Your instructions = In this exercise, retype exactly and only the lines from the top of the entries below through the line that holds "filter:drop-shadow(1px 0 #8d765c)", omitting pictures.

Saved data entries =
━━━
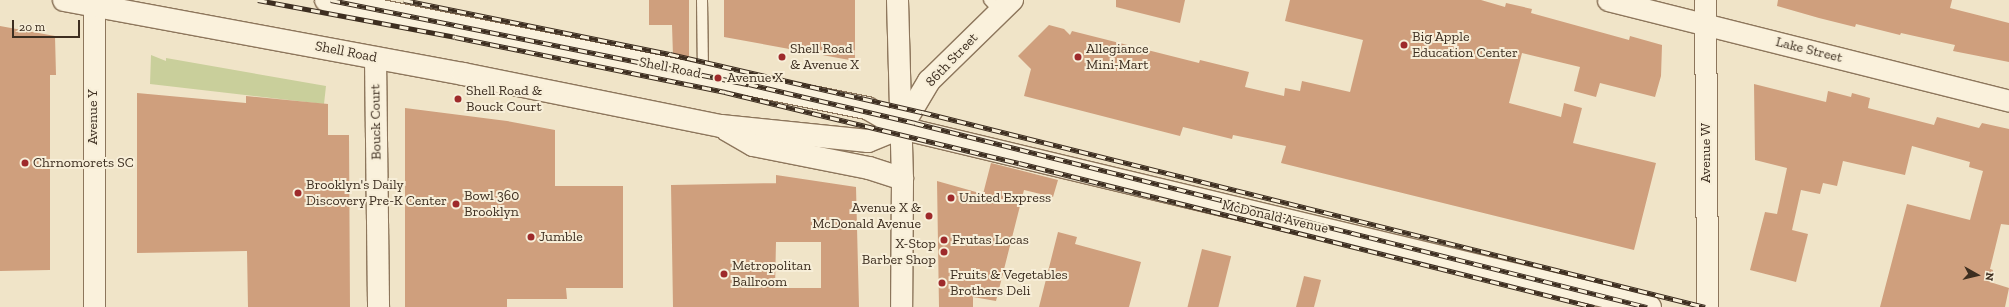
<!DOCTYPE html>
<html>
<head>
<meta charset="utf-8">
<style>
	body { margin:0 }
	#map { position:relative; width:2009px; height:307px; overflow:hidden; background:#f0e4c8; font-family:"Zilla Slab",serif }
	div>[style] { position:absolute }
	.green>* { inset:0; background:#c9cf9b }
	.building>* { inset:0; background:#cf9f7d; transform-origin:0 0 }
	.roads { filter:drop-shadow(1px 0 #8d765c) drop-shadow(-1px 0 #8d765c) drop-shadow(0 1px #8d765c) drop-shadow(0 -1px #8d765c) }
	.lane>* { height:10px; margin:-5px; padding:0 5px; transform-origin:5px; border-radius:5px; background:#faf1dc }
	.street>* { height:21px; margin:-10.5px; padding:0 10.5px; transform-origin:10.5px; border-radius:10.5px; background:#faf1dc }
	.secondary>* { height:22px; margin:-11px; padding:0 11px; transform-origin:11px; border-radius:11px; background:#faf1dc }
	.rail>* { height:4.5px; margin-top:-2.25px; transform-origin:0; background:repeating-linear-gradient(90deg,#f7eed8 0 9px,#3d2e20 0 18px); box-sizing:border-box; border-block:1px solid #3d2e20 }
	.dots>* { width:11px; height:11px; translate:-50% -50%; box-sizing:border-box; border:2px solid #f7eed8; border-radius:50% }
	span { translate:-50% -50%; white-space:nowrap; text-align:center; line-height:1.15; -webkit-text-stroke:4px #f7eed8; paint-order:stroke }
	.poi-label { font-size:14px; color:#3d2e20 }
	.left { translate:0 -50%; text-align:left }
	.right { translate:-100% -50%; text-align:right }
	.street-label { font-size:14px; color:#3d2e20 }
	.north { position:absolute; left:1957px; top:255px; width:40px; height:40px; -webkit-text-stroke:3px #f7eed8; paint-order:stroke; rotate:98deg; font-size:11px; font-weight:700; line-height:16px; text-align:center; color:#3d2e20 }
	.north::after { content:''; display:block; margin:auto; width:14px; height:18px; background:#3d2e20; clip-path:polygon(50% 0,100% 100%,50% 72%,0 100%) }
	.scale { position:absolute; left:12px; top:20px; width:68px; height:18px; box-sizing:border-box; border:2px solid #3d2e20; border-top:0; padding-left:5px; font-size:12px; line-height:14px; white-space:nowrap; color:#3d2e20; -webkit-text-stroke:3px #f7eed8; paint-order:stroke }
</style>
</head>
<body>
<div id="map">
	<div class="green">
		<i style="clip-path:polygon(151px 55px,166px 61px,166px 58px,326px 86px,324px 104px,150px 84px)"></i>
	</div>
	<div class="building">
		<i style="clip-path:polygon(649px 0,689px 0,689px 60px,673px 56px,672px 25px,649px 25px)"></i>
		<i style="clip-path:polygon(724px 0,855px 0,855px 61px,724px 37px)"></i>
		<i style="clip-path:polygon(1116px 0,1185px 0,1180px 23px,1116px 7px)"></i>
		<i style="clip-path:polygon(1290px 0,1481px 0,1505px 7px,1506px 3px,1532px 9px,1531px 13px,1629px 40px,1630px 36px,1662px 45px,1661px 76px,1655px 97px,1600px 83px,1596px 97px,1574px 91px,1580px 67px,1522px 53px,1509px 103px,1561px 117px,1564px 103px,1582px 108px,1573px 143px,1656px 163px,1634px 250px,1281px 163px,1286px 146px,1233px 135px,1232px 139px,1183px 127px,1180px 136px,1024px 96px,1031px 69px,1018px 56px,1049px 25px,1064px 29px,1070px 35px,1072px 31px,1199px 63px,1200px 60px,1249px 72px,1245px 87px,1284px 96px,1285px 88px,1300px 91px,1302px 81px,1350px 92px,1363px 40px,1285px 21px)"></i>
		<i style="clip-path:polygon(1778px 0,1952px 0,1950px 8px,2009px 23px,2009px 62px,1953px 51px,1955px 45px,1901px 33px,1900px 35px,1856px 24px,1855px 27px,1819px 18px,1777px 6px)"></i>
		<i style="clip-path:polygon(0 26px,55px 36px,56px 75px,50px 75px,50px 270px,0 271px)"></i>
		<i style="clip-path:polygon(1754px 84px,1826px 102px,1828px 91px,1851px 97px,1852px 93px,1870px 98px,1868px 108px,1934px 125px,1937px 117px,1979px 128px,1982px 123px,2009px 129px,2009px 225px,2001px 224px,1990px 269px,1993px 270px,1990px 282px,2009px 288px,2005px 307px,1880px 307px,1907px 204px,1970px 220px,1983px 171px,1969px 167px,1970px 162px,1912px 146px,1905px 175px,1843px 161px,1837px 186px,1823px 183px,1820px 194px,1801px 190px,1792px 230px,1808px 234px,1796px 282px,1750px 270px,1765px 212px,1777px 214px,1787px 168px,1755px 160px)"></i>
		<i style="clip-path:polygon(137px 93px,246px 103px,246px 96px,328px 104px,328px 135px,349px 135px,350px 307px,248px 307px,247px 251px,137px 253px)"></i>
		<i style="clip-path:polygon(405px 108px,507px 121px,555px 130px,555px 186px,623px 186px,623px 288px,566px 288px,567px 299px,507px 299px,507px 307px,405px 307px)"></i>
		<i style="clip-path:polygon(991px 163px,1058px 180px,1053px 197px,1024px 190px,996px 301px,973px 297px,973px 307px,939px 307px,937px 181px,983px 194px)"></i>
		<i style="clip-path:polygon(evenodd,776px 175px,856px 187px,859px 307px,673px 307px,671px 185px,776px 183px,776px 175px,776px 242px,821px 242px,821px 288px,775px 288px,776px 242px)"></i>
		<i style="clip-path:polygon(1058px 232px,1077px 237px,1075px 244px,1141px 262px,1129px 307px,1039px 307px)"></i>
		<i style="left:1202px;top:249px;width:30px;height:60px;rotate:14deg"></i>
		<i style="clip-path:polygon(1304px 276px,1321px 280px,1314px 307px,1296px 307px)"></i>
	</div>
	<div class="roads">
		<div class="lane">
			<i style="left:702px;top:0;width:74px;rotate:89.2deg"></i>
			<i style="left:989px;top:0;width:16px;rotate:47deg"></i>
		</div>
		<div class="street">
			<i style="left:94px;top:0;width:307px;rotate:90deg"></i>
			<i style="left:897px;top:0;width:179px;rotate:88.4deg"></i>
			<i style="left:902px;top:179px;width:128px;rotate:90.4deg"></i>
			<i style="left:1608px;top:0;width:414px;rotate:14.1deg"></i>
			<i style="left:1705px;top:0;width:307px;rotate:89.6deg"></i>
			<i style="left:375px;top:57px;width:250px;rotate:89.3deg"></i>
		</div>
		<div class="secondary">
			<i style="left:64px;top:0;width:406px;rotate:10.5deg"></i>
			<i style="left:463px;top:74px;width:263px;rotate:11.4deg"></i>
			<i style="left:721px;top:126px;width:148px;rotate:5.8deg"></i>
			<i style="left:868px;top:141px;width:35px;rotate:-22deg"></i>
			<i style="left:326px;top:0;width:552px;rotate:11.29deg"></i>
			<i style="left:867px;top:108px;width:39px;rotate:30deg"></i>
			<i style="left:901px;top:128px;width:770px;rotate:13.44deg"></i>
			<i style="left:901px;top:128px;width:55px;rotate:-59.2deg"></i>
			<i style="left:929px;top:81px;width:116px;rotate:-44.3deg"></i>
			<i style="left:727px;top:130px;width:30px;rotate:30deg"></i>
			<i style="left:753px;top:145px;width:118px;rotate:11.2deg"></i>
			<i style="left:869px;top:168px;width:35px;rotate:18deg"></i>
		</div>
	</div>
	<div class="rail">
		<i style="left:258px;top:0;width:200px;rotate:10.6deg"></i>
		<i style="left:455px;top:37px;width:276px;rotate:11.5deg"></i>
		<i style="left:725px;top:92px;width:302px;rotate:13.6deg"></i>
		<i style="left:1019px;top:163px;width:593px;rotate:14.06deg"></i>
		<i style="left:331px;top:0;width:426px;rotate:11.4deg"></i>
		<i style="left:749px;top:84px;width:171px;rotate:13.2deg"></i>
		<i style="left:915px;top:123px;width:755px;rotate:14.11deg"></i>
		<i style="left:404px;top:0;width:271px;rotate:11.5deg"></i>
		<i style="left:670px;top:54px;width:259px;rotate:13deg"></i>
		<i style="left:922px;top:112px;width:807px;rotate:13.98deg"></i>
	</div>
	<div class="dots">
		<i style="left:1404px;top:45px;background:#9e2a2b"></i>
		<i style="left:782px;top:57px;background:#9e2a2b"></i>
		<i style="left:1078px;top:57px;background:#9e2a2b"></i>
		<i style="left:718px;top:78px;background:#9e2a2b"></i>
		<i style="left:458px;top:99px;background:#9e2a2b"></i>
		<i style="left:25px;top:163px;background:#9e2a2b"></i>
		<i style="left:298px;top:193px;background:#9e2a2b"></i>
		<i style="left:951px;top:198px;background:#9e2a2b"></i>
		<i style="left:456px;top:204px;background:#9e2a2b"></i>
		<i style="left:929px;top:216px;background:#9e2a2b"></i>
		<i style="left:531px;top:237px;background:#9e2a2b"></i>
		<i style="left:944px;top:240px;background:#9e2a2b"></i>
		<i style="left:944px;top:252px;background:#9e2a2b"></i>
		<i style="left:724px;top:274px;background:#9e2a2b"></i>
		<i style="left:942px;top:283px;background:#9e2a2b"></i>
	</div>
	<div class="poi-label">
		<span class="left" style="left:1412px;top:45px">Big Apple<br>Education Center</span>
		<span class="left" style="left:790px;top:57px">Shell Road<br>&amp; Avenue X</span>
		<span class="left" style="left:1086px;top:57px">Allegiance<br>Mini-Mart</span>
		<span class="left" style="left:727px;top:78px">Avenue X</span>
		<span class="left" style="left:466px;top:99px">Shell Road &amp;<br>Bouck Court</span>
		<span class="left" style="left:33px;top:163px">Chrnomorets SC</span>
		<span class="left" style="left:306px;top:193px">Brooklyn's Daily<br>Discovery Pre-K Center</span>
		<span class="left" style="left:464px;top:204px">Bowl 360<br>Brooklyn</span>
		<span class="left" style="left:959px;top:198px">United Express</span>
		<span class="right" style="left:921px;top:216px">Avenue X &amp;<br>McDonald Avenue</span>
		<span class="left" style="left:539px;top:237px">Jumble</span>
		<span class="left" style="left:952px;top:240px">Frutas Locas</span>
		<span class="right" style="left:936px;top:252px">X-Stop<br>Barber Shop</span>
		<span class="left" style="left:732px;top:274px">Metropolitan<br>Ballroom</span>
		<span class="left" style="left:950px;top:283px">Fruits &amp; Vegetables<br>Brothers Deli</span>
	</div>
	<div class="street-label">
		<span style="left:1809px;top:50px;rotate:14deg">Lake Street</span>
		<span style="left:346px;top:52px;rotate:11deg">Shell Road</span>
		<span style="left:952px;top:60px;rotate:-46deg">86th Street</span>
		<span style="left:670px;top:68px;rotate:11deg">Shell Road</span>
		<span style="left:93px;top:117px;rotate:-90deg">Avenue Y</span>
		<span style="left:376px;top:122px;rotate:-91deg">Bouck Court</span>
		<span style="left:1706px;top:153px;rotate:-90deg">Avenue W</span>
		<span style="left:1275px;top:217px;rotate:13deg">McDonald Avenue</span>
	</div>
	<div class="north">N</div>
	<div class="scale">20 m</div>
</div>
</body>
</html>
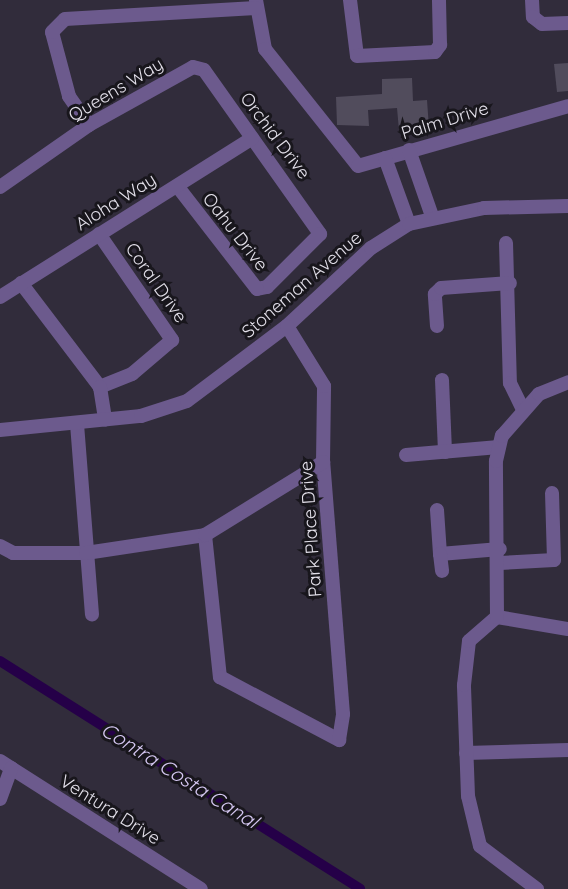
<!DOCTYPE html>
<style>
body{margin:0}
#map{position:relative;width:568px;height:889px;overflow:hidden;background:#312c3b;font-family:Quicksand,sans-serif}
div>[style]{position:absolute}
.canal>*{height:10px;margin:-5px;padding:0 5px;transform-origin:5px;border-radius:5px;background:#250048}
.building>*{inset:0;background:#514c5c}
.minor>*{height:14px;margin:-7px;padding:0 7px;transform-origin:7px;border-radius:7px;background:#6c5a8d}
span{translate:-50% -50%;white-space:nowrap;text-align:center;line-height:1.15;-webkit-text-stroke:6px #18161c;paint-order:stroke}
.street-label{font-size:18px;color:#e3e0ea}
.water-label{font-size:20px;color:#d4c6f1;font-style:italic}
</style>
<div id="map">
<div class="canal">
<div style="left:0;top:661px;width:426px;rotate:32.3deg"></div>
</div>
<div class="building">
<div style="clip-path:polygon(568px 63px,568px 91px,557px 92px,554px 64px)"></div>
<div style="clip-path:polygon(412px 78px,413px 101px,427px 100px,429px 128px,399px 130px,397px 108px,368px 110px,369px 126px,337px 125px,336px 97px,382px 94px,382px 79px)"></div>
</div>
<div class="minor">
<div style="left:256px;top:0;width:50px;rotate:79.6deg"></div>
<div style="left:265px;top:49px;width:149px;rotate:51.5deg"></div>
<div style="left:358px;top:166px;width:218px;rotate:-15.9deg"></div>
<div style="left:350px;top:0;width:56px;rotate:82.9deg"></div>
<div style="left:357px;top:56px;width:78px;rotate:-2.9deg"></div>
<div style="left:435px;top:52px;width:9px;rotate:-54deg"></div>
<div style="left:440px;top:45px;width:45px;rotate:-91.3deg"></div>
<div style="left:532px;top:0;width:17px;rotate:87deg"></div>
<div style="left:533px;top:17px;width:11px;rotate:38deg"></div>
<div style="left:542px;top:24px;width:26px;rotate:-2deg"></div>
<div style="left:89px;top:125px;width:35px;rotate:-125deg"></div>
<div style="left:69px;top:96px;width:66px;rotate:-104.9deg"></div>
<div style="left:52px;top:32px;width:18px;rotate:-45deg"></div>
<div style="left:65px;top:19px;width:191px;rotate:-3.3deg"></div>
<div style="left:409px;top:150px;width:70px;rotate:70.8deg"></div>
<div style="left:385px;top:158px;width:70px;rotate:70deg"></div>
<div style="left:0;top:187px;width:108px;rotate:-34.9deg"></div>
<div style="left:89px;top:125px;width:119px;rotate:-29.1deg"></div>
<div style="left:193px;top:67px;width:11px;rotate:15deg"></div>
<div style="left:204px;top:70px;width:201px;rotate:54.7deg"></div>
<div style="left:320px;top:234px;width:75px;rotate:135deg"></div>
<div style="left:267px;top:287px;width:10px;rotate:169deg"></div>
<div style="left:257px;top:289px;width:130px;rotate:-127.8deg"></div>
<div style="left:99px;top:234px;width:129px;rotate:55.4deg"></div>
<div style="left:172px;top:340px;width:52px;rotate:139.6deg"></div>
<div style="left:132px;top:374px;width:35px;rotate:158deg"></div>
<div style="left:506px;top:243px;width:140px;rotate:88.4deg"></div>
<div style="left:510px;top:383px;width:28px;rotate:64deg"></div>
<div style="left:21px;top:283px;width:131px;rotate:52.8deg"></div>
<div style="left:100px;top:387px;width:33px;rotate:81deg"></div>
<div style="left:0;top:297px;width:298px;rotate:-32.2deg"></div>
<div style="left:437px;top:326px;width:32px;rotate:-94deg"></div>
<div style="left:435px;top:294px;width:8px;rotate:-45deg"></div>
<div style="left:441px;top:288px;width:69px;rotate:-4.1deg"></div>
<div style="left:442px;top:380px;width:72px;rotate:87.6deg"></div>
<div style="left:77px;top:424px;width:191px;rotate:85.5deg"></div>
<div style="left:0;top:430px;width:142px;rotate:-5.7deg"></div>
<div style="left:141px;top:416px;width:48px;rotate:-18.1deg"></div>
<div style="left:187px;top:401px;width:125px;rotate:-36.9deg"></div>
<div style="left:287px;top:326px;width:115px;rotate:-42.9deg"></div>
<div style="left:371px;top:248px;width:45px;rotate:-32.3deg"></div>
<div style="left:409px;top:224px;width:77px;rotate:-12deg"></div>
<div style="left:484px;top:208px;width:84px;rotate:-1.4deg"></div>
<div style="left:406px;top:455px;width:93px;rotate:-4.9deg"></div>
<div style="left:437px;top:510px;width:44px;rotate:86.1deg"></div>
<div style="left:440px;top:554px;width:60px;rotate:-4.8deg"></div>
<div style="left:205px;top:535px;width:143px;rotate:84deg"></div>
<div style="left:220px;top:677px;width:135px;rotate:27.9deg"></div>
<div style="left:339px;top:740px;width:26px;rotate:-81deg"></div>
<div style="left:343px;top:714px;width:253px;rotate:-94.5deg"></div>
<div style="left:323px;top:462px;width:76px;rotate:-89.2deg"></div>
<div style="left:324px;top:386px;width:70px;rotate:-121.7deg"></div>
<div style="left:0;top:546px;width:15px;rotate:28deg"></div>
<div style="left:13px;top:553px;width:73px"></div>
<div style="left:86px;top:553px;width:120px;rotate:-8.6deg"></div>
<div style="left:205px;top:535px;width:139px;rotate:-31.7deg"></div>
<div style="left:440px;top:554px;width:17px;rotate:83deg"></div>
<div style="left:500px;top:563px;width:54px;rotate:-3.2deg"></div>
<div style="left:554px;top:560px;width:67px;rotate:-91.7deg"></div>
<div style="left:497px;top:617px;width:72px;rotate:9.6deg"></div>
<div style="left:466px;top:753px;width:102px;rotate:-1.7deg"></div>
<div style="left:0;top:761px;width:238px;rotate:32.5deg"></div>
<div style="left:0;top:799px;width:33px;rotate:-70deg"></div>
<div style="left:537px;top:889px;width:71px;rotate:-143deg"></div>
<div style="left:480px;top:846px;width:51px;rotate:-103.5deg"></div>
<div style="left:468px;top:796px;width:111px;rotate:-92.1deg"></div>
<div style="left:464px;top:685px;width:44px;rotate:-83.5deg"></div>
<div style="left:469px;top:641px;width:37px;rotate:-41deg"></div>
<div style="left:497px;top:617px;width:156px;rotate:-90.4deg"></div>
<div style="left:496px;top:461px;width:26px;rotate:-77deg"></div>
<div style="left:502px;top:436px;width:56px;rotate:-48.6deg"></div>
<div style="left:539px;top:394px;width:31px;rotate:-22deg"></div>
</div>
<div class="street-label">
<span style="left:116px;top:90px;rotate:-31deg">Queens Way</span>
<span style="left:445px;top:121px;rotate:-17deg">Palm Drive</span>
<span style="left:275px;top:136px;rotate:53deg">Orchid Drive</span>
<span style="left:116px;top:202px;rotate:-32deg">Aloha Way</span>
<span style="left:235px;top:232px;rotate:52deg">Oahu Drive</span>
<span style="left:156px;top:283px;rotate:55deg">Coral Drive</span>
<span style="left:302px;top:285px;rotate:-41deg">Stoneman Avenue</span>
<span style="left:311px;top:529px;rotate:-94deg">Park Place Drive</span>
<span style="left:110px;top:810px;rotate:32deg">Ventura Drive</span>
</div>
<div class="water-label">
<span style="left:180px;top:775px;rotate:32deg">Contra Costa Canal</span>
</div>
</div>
━━━
Written response =
<!DOCTYPE html>
<html>
<head>
<meta charset="utf-8">
<style>
	body { margin:0 }
	#map { position:relative; width:2009px; height:307px; overflow:hidden; background:#f0e4c8; font-family:"Zilla Slab",serif }
	div>[style] { position:absolute }
	.green>* { inset:0; background:#c9cf9b }
	.building>* { inset:0; background:#cf9f7d; transform-origin:0 0 }
	.roads { filter:drop-shadow(1px 0 #8d765c) drop-shadow(-1px 0 #8d765c) drop-shadow(0 1px #8d765c) drop-shadow(0 -1px #8d765c) }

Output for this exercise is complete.